I became acquainted with CLDC through my involvement with climate justice groups in Portland. Hence, I think of them as part of that movement though they do support others as well. Many of my friends have relied on their support over the last few years.
I think supporting CLDC is important because though we can and should still try to initiate change through the system as it is, that system is corrupted and controlled by wealthy interests—the fossil fuel companies, for example—who have mostly shut down the possibility of any change that will be effective in addressing climate change. Therefore, we must by necessity turn to extralegal measures. If you are meaningfully active in the climate movement then you must consider that sooner or later it may be necessary for you to risk getting arrested. Contributing to CLDC can then be thought of as an insurance policy (not literally but virtually) to cover you when that happens.
Social change is a game of numbers. We need more people to become comfortable with the idea of using civil disobedience as a tool for positive change.
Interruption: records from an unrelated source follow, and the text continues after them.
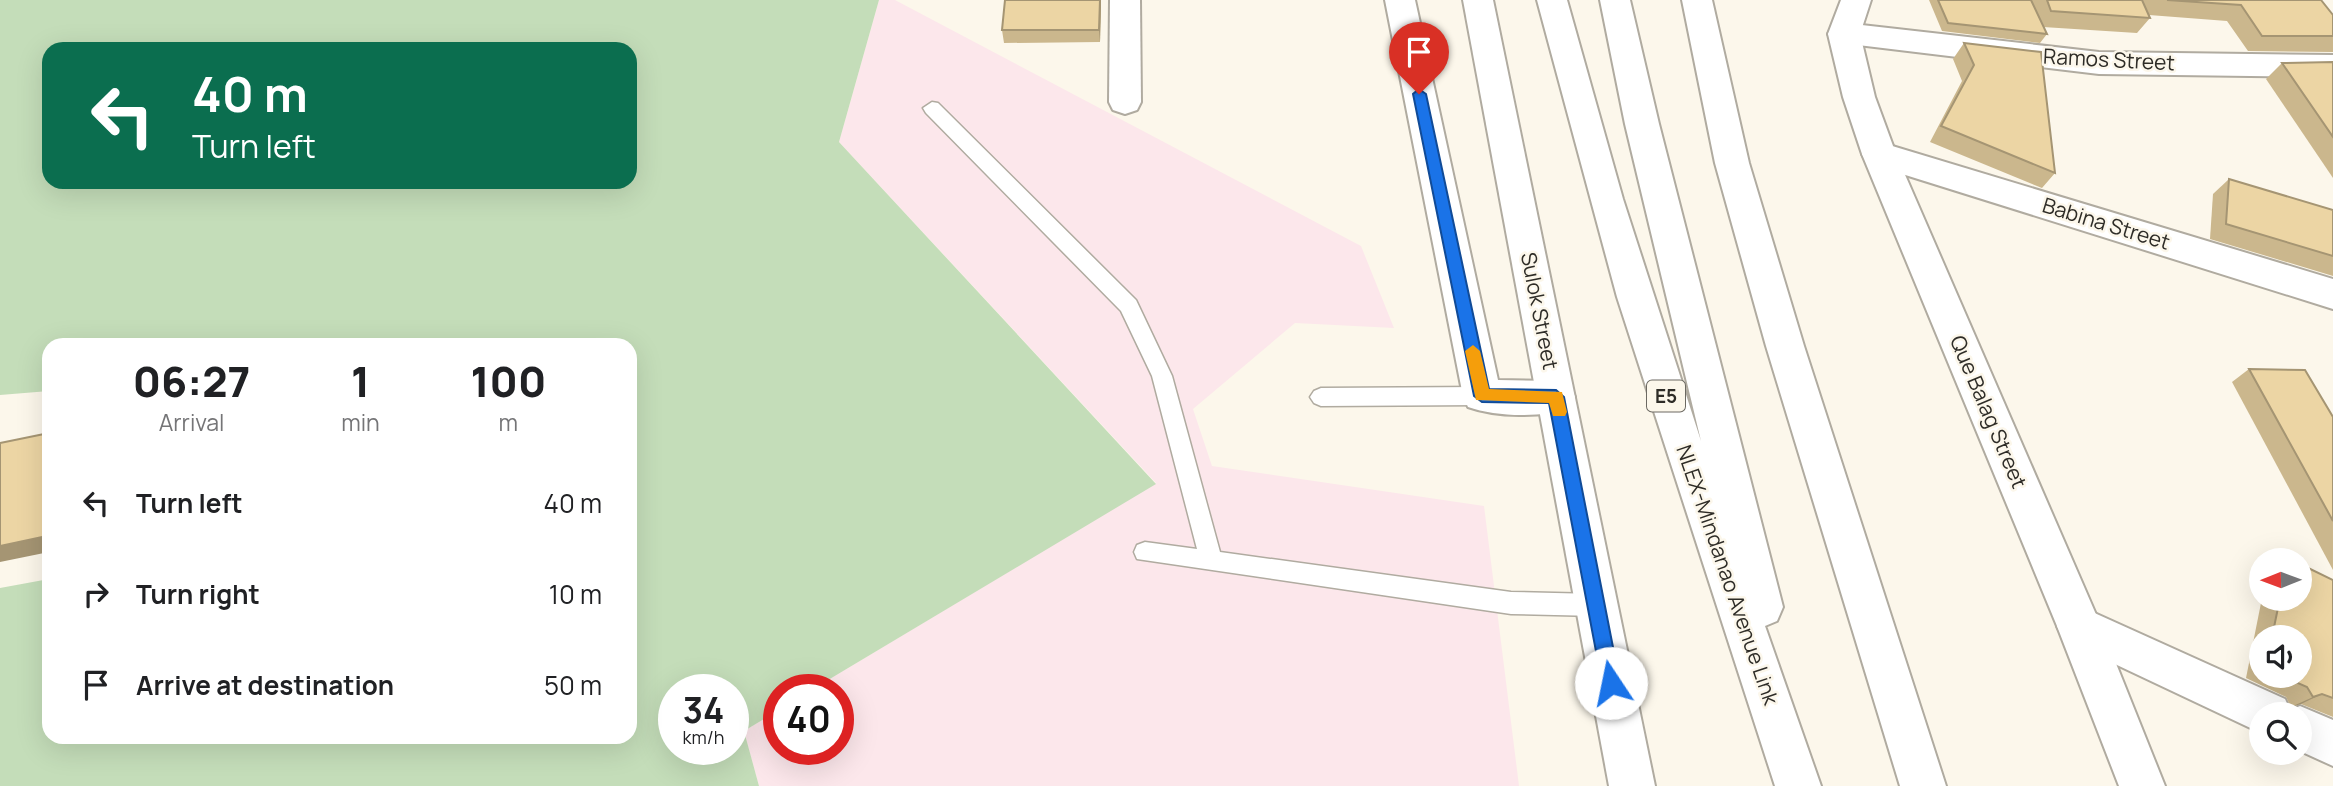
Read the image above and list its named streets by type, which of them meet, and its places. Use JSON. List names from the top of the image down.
{
  "streets": {
    "main road": [
      "Ramos Street",
      "Babina Street",
      "Sulok Street",
      "E5",
      "Que Balag Street",
      "NLEX-Mindanao Avenue Link"
    ]
  },
  "crossings": [
    ["Ramos Street", "Que Balag Street"],
    ["Babina Street", "Que Balag Street"]
  ],
  "north": "left",
  "page": {
    "turn": ["40 m", "Turn left"],
    "eta": [
      "06:27",
      "Arrival",
      "1",
      "min",
      "100",
      "m"
    ],
    "list": [
      {
        "name": "Turn left",
        "value": "40 m"
      },
      {
        "name": "Turn right",
        "value": "10 m"
      },
      {
        "name": "Arrive at destination",
        "value": "50 m"
      }
    ],
    "speed": "34 km/h",
    "limit": "40"
  }
}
Having a strong organization like CLDC to cover our backs helps make that possible
The second organization for which I am trying to raise funds is the Poor People’s Campaign: A National Call for Moral Revival. The original Poor People’s Campaign and Poor People’s March on Washington was organized by Dr. Martin Luther King Jr and the Southern Christian Leadership Council in 1968. The campaign was led by Ralph Abernathy after Dr. King was assassinated. It sought economic justice for all poor people.
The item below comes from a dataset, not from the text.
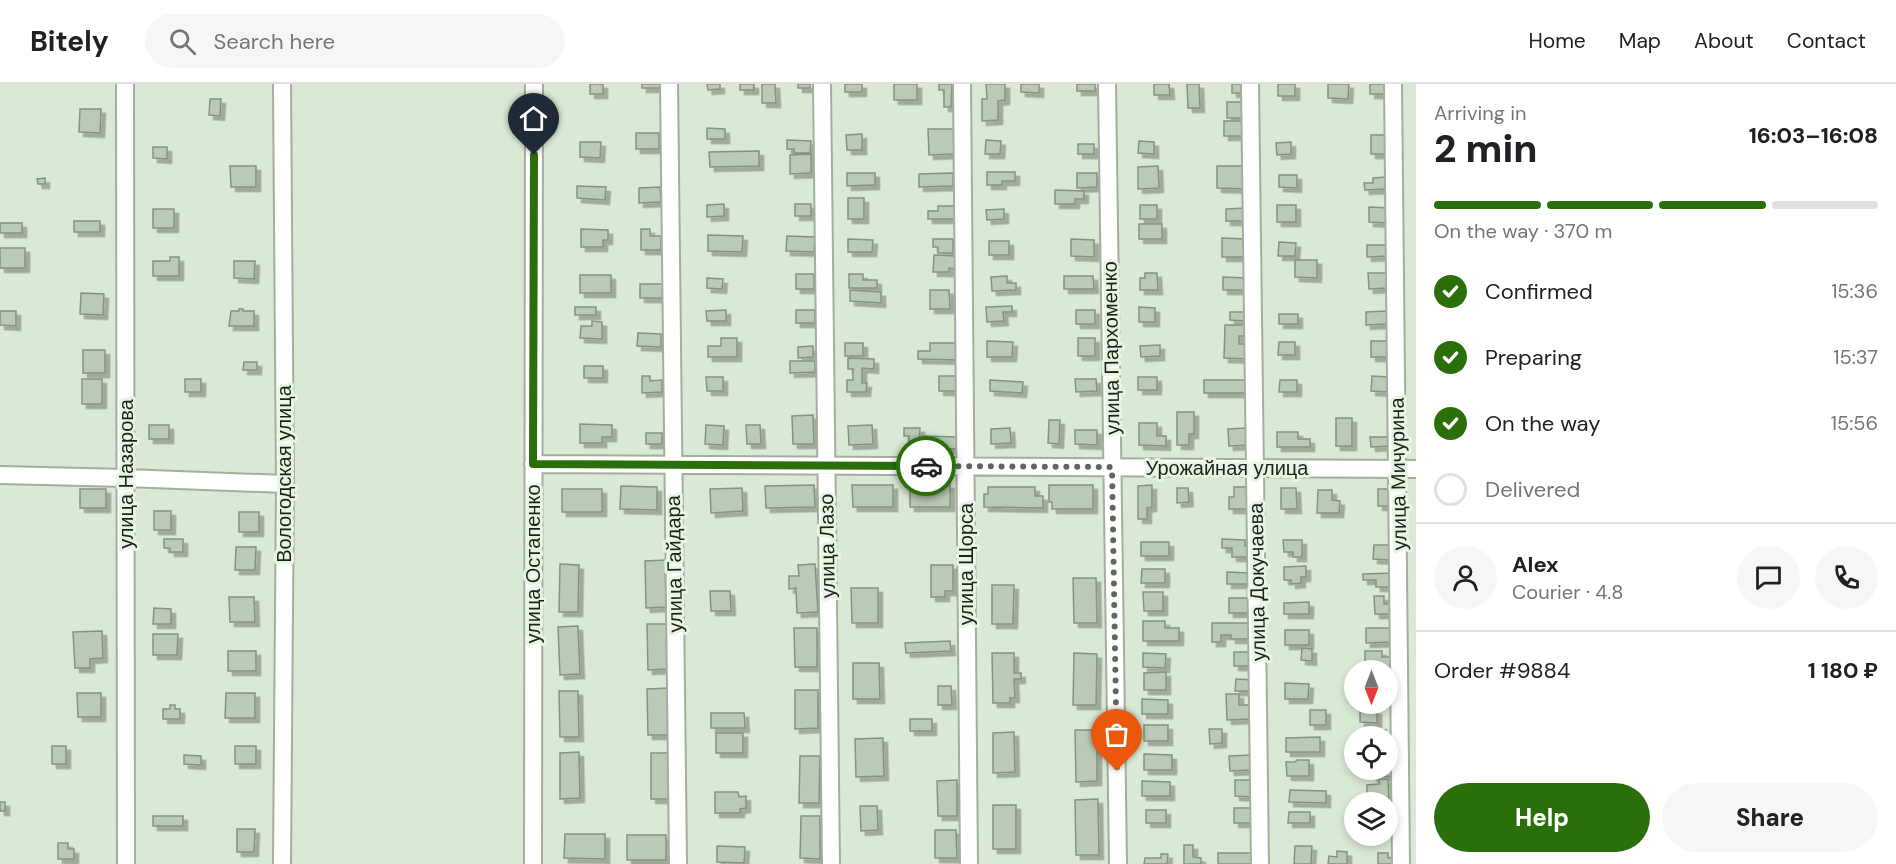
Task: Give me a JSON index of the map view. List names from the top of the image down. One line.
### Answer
{"streets":{"street":["улица Пархоменко","Урожайная улица","улица Назарова","Вологодская улица","улица Мичурина","улица Лазо","улица Остапенко","улица Гайдара","улица Щорса","улица Докучаева"]},"crossings":[["улица Пархоменко","Урожайная улица"],["Урожайная улица","улица Мичурина"],["Урожайная улица","улица Лазо"],["Урожайная улица","улица Остапенко"],["Урожайная улица","улица Гайдара"],["Урожайная улица","улица Щорса"],["Урожайная улица","улица Докучаева"]],"north":"bottom","page":{"header":"Bitely","search":"Search here","nav":["Home","Map","About","Contact"],"heading":["2 min","Arriving in","16:03–16:08"],"panel":["Alex","Courier · 4.8","Order #9884","1 180 ₽"],"bar":"On the way · 370 m","list":[["Confirmed","15:36"],["Preparing","15:37"],["On the way","15:56"],"Delivered"],"buttons":["Help","Share"]}}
I was only in my early adolescence at that time and quite frankly well-indoctrinated into the white racist culture that surrounded me. How my own thinking evolved and escaped that mindset is the topic of another essay as is the exploratory discussion of what stalled the Poor People’s Campaign and the civil rights movement generally. But long story short, the progress made by those movements came to a screeching halt with the election of Ronald Reagan and we’ve been moving incrementally in reverse, at least as far as economic justice is concerned, ever since.
Therefore it is encouraging that William Barber II (the leader of Moral Mondays) and others have renewed the Poor People’s Campaign. We cannot say that we have ended racism in this country, or anywhere in the world until the dream of economic justice for all is realized. We think we have racial equality because we don’t use the N-word (at least not in public), because we’ve had an African American president, or because Oprah is a billionaire. These are just window dressings and rare exceptions to the rule that the economic and social circumstances of African Americans have not improved since civil rights legislation passed in the 1960s.
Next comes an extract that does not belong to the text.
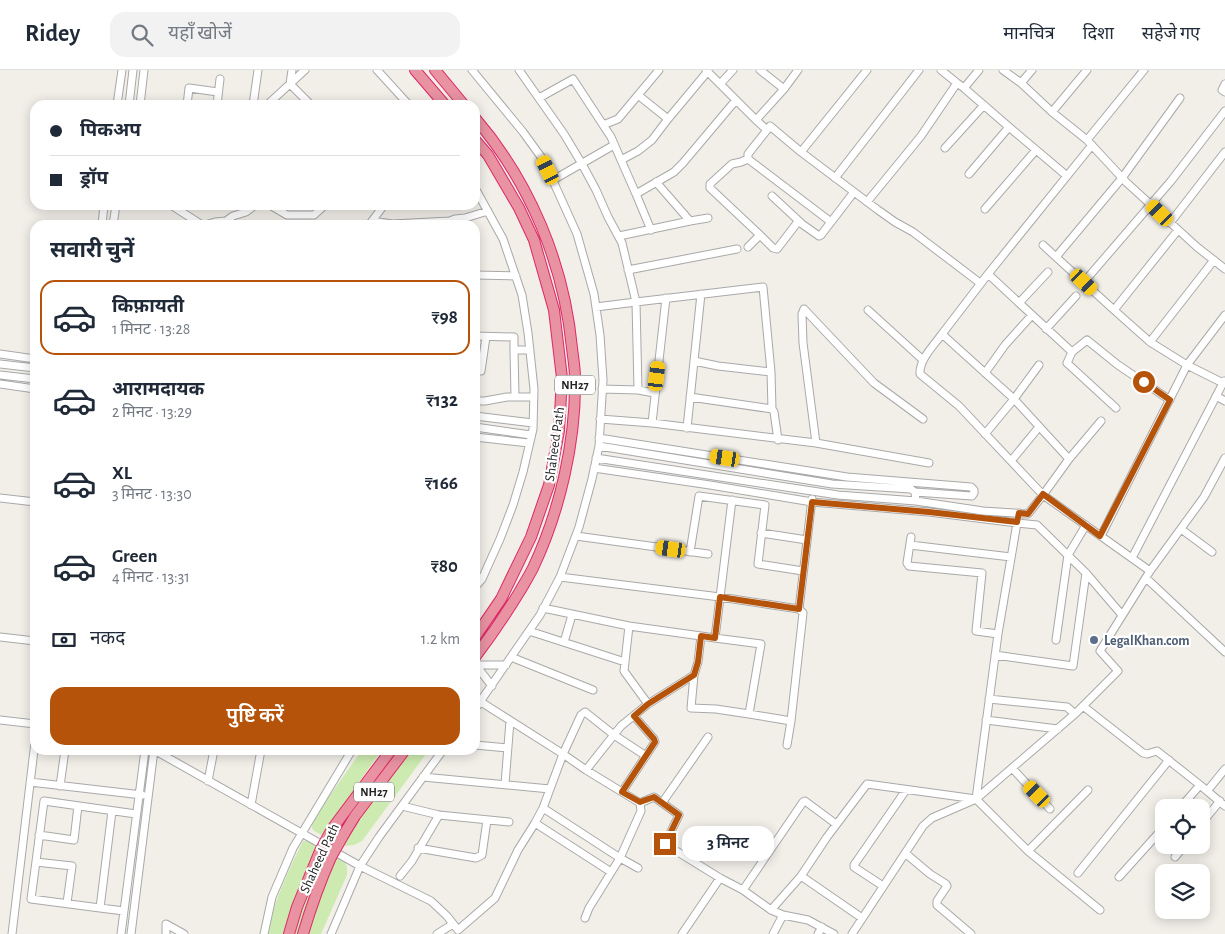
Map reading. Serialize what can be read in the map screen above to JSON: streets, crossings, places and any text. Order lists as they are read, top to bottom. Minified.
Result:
{"streets":{"highway":["NH27","Shaheed Path"]},"places":["LegalKhan.com"],"page":{"header":"Ridey","search":"यहाँ खोजें","nav":["मानचित्र","दिशा","सहेजे गए"],"banner":["पिकअप","ड्रॉप"],"heading":"सवारी चुनें","list":[{"name":"किफ़ायती","note":"1 मिनट · 13:28","value":"₹98"},{"name":"आरामदायक","note":"2 मिनट · 13:29","value":"₹132"},{"name":"XL","note":"3 मिनट · 13:30","value":"₹166"},{"name":"Green","note":"4 मिनट · 13:31","value":"₹80"}],"pay":["नकद","1.2 km"],"buttons":"पुष्टि करें","bubble":"3 मिनट"}}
The reason I want to highlight both climate justice and economic justice is that the impediments to achieving either one are the same: greed, ignorance, apathy, and a rotting capitalist system that feeds and profits from them. It is the main thing that I want to draw attention to while I am on this trip. How to solve the problem is a complicated discussion but the place to start was identified so eloquently by Dr. King in his speech Why I Am Opposed to the War in Vietnam. If you haven’t ever heard that speech, or if it has been a while since you have, I recommend that you listen to it. I will warn you though that you may be heartbroken when you realize that if you swap a few words like Vietnam for “War on Terror”, and communism for terrorism, and adjust some figures for inflation, these words delivered by King on April 30, 1967, could have been uttered yesterday. As true today as it was in 1967, Dr. King asserts in that speech that what we need is a “revolution of values.” An excerpt of that part of the speech is embedded below. If the few million revolutions of my bicycle wheels can inspire that one most important revolution in the hearts of just a few of my fellow humans, my trip will have been a grand success.